Trump está coberto de razão porque essa OTAN não passa de um braço do globalismo comunista para destruir a soberania das nações cristãs. É o mesmo coletivismo que vemos nessas ideias de transporte público, tudo esquema para controlar o cidadão de bem e tirar nossa liberdade. Só Deus para nos livrar dessa agenda diabólica que quer nos escravizar sob um governo mundial.

    Pedro Almeida

    25/04/2026

    Marcos, classificar a OTAN como comunista é um erro categorial profundo que ignora sua função histórica como braço armado da hegemonia do capital imperialista. O transporte público não é uma ferramenta de controle, mas a materialização do que Aristóteles definia como o bem comum, essencial para que a liberdade não seja apenas um privilégio de quem pode pagar.

João Carlos da Silva

25/04/2026

Essa retórica expõe as fissuras na hegemonia do Norte Global, um sintoma do que Gramsci descreveria como a crise orgânica do sistema internacional. É fundamental que a pedagogia crítica nos auxilie a compreender como esse desmonte das coalizões tradicionais impacta diretamente a estabilidade e os direitos coletivos.

Marcos Andrade Niterói

25/04/2026

Impressionante como a extrema-direita, de Trump a seus seguidores por aqui, só trabalha para desestabilizar as instituições com esse discurso vazio. Enquanto em Niterói o Rodrigo Neves mostra o que é gestão séria com entregas reais como o túnel Charitas-Cafubá, o mundo sofre com essa liderança tacanha. Precisamos de planejamento e responsabilidade, não dessa verborragia inútil que ignora a importância da cooperação e do investimento estruturado.

Cíntia Alves

25/04/2026

O Trump acordou e escolheu o caos de novo, chamando todo mundo de inútil como se ele fosse o único certo no rolê. Entre ele e a OTAN, a gente fica aqui só assistindo a essa fanfic geopolítica que nunca termina. Pura energia de tiozão querendo causar, mas no fundo a gente sabe que ninguém ali tá realmente preocupado com a paz.

Marcus Almeida

25/04/2026

Trump está certo em expor a ineficiência dessas organizações globalistas que custam caro e pouco entregam para a liberdade das nações.
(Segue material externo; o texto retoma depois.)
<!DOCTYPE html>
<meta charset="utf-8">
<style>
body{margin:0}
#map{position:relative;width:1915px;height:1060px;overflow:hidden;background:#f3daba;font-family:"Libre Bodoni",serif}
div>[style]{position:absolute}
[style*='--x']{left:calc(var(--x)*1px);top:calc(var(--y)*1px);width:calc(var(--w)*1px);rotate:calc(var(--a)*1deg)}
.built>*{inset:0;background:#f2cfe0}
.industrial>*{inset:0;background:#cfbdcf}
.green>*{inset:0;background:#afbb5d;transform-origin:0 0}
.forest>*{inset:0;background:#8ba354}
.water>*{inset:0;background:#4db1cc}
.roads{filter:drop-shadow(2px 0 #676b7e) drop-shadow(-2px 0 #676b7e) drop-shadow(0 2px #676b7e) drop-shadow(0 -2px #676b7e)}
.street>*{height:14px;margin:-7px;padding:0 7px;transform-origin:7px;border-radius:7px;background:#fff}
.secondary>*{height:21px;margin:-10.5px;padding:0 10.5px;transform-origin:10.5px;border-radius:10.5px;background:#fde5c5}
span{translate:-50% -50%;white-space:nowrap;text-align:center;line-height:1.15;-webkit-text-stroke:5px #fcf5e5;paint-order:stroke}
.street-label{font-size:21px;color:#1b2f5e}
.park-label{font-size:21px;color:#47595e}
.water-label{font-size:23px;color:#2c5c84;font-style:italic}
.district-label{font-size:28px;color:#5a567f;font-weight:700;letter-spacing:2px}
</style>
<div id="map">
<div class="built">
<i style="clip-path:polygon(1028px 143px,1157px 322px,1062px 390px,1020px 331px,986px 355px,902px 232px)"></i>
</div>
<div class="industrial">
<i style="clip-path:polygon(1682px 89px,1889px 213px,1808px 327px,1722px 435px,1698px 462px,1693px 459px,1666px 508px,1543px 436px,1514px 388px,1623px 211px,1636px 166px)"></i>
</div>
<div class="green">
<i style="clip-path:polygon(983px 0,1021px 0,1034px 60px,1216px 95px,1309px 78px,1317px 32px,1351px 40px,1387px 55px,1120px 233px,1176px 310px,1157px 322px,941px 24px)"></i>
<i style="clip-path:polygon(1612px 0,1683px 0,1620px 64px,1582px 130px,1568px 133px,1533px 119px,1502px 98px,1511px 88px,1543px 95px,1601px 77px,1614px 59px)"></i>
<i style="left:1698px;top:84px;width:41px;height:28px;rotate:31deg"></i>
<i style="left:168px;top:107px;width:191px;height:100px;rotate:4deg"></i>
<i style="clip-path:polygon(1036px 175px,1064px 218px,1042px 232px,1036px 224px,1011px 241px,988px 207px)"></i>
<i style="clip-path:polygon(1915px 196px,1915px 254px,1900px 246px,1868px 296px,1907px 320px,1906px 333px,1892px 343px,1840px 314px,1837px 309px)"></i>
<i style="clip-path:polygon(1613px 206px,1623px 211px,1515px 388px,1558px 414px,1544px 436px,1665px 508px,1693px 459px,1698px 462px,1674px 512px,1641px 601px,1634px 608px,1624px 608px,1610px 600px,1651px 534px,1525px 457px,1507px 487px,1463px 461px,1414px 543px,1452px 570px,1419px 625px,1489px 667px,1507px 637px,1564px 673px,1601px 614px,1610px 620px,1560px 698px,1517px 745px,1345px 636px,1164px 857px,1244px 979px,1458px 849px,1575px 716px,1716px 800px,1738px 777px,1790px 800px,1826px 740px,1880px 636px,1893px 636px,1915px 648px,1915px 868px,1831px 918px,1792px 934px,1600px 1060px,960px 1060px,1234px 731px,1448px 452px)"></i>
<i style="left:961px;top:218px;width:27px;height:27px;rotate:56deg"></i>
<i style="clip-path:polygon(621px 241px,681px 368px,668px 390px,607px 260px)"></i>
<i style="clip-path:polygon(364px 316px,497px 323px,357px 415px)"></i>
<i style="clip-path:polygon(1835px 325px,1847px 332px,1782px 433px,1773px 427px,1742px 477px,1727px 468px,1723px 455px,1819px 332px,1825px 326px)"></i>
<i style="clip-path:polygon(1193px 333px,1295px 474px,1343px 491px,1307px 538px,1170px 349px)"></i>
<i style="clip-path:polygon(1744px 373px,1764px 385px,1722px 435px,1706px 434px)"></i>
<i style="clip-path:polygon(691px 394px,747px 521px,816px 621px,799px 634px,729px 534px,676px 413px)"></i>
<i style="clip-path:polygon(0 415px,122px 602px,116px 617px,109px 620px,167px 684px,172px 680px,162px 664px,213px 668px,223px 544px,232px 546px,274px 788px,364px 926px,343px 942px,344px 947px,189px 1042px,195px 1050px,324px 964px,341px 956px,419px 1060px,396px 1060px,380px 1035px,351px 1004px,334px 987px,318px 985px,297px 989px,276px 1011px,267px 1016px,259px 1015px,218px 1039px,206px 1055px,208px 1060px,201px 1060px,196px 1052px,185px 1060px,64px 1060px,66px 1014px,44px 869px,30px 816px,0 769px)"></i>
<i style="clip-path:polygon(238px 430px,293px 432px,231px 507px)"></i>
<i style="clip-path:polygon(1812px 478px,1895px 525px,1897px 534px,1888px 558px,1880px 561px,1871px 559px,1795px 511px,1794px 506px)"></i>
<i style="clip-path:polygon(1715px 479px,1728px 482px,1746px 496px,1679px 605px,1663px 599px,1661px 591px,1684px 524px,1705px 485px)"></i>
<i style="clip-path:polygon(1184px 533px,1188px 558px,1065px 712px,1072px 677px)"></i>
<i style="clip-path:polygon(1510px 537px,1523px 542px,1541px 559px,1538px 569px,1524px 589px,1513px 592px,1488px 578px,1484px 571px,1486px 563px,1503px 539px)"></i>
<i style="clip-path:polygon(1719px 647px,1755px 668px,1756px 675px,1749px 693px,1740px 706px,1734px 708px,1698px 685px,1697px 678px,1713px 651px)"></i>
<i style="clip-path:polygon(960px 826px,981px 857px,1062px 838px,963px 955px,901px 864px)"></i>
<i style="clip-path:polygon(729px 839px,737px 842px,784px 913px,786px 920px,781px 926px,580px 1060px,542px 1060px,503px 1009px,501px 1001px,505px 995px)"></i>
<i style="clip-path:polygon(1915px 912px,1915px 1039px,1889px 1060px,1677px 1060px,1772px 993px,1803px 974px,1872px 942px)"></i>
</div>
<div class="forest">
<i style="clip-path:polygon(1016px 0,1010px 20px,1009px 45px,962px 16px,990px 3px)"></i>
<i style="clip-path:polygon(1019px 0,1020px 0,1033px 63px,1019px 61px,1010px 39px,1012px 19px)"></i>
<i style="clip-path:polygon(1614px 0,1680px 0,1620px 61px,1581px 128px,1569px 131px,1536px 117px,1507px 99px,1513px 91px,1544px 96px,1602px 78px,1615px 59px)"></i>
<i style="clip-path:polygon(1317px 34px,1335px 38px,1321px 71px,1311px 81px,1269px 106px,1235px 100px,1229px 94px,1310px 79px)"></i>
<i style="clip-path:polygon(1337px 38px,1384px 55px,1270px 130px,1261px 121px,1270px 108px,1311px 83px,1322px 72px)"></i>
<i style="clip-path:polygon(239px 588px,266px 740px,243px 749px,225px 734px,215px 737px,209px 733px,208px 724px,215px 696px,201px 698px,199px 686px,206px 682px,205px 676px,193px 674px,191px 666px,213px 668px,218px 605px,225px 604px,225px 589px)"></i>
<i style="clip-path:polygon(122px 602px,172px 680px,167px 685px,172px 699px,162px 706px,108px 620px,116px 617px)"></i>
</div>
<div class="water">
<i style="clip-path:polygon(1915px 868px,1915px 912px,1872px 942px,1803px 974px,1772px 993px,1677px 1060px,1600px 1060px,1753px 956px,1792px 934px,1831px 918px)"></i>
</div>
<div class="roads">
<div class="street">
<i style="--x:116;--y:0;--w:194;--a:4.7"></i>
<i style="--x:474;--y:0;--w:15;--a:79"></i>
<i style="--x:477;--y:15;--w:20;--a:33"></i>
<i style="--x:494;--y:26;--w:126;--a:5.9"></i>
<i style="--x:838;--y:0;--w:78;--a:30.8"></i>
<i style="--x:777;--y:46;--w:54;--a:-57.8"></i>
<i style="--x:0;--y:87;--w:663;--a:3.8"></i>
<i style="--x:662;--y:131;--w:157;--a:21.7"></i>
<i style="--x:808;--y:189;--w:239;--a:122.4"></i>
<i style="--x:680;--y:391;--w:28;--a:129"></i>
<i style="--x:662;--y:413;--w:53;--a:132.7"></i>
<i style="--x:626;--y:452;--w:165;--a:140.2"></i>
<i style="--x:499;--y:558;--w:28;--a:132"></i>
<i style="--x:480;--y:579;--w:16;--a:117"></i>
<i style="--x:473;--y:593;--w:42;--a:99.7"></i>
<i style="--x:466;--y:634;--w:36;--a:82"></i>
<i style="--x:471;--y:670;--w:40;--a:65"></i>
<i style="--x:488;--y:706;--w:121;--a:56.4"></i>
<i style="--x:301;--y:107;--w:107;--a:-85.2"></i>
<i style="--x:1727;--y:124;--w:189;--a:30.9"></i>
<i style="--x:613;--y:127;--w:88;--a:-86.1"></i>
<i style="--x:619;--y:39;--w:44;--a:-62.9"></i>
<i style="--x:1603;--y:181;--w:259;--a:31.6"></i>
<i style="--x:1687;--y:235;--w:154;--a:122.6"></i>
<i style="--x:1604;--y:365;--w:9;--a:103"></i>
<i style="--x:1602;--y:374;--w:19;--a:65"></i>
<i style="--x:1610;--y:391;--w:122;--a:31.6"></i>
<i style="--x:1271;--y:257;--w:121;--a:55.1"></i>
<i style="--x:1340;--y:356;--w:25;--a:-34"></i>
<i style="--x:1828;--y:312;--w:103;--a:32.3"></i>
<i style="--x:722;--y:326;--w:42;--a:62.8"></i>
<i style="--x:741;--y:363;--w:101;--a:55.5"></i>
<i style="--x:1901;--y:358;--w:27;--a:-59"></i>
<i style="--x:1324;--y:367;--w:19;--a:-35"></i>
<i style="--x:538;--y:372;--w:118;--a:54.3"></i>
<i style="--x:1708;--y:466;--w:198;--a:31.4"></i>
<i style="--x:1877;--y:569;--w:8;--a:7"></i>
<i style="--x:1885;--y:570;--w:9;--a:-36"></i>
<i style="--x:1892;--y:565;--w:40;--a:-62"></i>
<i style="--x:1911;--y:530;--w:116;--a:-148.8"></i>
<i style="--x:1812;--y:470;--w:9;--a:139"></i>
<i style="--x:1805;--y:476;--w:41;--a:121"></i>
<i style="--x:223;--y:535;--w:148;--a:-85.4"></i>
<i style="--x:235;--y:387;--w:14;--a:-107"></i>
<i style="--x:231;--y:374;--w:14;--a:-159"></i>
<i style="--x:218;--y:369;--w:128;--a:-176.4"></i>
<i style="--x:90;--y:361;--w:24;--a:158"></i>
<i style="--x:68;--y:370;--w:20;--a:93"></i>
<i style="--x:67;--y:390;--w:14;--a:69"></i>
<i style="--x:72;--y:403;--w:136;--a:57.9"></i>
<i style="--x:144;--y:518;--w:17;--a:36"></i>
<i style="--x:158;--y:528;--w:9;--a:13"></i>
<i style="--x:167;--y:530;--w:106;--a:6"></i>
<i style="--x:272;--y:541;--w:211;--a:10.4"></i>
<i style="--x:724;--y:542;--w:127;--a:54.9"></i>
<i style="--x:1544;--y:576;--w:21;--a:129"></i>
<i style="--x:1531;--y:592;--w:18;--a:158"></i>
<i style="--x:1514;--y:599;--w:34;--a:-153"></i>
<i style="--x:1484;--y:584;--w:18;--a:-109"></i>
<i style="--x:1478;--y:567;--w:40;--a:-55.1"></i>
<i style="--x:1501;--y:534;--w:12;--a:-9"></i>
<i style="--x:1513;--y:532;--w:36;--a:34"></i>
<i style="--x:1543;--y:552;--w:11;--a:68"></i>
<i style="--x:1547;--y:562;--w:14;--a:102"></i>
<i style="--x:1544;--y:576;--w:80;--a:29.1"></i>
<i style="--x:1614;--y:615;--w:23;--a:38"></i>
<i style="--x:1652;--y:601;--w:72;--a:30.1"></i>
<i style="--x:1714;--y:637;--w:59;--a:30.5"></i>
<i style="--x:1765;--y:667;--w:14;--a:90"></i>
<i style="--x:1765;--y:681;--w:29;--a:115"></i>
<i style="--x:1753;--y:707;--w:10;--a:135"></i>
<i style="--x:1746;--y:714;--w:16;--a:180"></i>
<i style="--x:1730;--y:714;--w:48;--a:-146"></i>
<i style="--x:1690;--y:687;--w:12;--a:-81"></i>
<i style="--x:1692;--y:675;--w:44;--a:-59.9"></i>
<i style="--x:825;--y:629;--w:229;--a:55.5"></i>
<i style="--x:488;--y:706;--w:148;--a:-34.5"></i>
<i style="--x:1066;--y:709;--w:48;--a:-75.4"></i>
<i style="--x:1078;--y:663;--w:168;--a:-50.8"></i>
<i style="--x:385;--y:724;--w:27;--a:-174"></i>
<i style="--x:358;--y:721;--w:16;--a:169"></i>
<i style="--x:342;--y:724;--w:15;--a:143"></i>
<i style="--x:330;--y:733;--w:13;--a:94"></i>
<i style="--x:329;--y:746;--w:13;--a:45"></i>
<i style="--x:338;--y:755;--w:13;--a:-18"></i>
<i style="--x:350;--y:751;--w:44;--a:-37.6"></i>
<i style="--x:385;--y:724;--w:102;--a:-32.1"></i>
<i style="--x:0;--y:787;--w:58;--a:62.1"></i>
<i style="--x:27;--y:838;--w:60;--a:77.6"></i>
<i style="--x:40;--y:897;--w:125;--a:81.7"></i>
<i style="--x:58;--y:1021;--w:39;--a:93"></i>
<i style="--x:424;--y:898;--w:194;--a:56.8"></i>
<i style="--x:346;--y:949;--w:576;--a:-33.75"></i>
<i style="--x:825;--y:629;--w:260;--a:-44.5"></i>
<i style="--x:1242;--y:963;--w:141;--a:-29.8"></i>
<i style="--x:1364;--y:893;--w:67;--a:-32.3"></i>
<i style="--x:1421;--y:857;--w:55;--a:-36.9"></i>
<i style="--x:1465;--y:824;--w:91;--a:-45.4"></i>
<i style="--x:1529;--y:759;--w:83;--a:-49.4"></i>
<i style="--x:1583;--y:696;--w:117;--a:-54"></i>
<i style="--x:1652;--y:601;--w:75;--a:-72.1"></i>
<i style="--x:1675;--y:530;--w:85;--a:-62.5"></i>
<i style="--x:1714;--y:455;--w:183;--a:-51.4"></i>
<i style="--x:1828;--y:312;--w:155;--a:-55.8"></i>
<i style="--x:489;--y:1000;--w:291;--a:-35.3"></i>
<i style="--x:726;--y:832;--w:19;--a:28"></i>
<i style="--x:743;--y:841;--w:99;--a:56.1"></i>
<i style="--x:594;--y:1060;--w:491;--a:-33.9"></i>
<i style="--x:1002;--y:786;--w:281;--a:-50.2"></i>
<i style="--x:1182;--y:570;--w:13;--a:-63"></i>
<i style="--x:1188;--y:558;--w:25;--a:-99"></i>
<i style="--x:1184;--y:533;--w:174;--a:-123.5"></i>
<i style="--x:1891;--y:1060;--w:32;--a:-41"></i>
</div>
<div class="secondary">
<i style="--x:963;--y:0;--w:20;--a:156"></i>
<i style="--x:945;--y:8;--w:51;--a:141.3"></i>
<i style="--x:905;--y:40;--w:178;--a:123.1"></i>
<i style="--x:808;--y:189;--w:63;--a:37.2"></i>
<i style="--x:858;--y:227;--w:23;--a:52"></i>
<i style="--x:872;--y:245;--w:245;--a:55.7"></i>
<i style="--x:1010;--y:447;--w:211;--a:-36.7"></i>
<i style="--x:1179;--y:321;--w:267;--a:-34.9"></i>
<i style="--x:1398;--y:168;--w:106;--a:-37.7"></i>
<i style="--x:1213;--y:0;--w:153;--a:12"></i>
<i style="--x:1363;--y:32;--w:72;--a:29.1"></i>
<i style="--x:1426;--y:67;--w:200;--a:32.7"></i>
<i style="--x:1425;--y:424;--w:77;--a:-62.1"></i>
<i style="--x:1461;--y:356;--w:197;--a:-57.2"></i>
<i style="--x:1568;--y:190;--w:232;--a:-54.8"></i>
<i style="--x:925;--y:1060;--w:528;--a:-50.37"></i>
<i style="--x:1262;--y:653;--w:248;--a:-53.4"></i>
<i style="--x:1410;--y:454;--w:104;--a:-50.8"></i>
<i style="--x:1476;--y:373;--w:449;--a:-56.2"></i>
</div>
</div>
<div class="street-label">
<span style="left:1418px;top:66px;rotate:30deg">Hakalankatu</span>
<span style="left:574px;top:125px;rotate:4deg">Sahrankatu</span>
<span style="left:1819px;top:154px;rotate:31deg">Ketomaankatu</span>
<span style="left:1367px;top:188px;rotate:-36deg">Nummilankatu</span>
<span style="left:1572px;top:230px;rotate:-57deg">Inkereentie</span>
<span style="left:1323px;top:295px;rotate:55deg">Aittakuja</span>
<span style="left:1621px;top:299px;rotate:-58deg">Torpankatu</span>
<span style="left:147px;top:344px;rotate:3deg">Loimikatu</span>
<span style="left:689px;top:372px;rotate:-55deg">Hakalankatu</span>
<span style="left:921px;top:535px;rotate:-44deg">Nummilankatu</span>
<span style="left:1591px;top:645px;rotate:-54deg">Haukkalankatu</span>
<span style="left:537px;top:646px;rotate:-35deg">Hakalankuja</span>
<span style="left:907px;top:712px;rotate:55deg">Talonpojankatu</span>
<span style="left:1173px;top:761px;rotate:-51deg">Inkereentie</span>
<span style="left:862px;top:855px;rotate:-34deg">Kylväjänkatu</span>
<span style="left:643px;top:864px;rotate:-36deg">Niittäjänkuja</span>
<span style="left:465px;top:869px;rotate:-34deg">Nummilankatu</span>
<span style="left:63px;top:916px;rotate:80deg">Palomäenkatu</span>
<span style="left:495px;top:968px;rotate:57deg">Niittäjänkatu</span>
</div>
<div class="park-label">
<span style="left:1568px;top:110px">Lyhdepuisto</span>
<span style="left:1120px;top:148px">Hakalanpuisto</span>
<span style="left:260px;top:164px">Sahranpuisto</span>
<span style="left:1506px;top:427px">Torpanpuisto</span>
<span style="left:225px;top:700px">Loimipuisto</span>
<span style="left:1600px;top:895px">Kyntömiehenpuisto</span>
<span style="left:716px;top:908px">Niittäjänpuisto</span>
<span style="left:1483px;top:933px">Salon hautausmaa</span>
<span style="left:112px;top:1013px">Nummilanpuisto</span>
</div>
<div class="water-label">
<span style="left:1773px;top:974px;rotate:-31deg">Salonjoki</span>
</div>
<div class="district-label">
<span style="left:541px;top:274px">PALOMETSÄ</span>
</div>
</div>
Como diz a Palavra em Mateus 5:37, que o nosso falar seja sim, sim e não, não, sem as mentiras dessa esquerda que tenta controlar o mundo através de burocracias inúteis. Precisamos de soberania e pragmatismo econômico para proteger nossas famílias e os valores cristãos desse sistema corrompido.

Samara Oliveira

25/04/2026

É triste ver esses líderes poderosos brigando por influência militar enquanto ignoram a paz que o Evangelho nos ensina. Que Deus tenha misericórdia das nações, pois essa política de hostilidade só serve ao ego e não ajuda em nada quem realmente precisa de justiça e dignidade. O mundo clama por menos armas e mais compaixão.

Marina Costa

25/04/2026

Trump está certo em denunciar essas instituições globalistas que só servem para avançar a agenda imoral da esquerda. Enquanto essa gente tenta destruir a família tradicional e os bons costumes, o presidente defende a soberania e a verdade contra alianças inúteis. Salmos 33:12 diz que feliz é a nação cujo Deus é o Senhor, e não aquela que se curva aos interesses de homens sem princípios.

Eduardo Teixeira

25/04/2026

Trump está certo em questionar a eficiência desses blocos que custam fortunas aos contribuintes e entregam pouco resultado prático. No fim das contas, é o setor produtivo que financia essa burocracia internacional pesada enquanto o mercado pede menos custo e mais liberdade. Precisamos de pragmatismo econômico, não de sustentar estruturas obsoletas com o nosso suado imposto.

Jeferson da Silva

25/04/2026

Trump e Bolsonaro são dois lados da mesma moeda podre que só serve pra ferrar com o peão enquanto eles brincam de guerra. Enquanto esses bilionários discutem se a OTAN é inútil, a gente aqui no chão de fábrica do ABC tá lutando todo dia pra não perder o pouco de direito que sobrou. É muita conversa de patrão pra pouca realidade de quem realmente carrega o mundo nas costas e sofre com a carestia toda vez que esses caras resolvem arrumar briga lá fora.

Rubens O Pescador

25/04/2026

Esse Trump vive de conversa fiada enquanto o povo aqui sofre pra encher o tanque do trator. No tempo do PT, a gente não precisava saber de OTAN nem de estreito de não sei onde, porque o foco era botar comida na mesa e garantir o churrasco do domingo. Essa direita fofoqueira adora bater palma pra gringo, mas esquece que foi o Lula quem fez o colono ter dignidade e dinheiro no bolso de verdade.

Letícia Fernandes

25/04/2026

É imperativo compreender que a suposta crítica de Donald Trump à utilidade da OTAN no Estreito de Ormuz não configura, de modo algum, um rompimento ideológico com o imperialismo, mas sim uma reconfiguração da logística de dominação da superestrutura burguesa ante a exaustão do modelo neoliberal clássico. Do ponto de vista da psicanálise marxista, o que testemunhamos é o sintoma explícito de uma angústia institucional: o capital, em sua fase de acumulação hipertrofiada e decadente, começa a devorar os próprios aparelhos ideológicos e repressivos que o sustentaram durante o século 20. Ao classificar a aliança como inútil, o líder estadunidense mergulha no fetiche da eficiência empresarial, ignorando — ou fingindo ignorar — que a função primordial da OTAN nunca foi a promoção da paz, mas a manutenção coercitiva dos fluxos de mercadoria e a contenção de quaisquer insurgências que ameacem o hegemon norte-americano nas artérias vitais do globo.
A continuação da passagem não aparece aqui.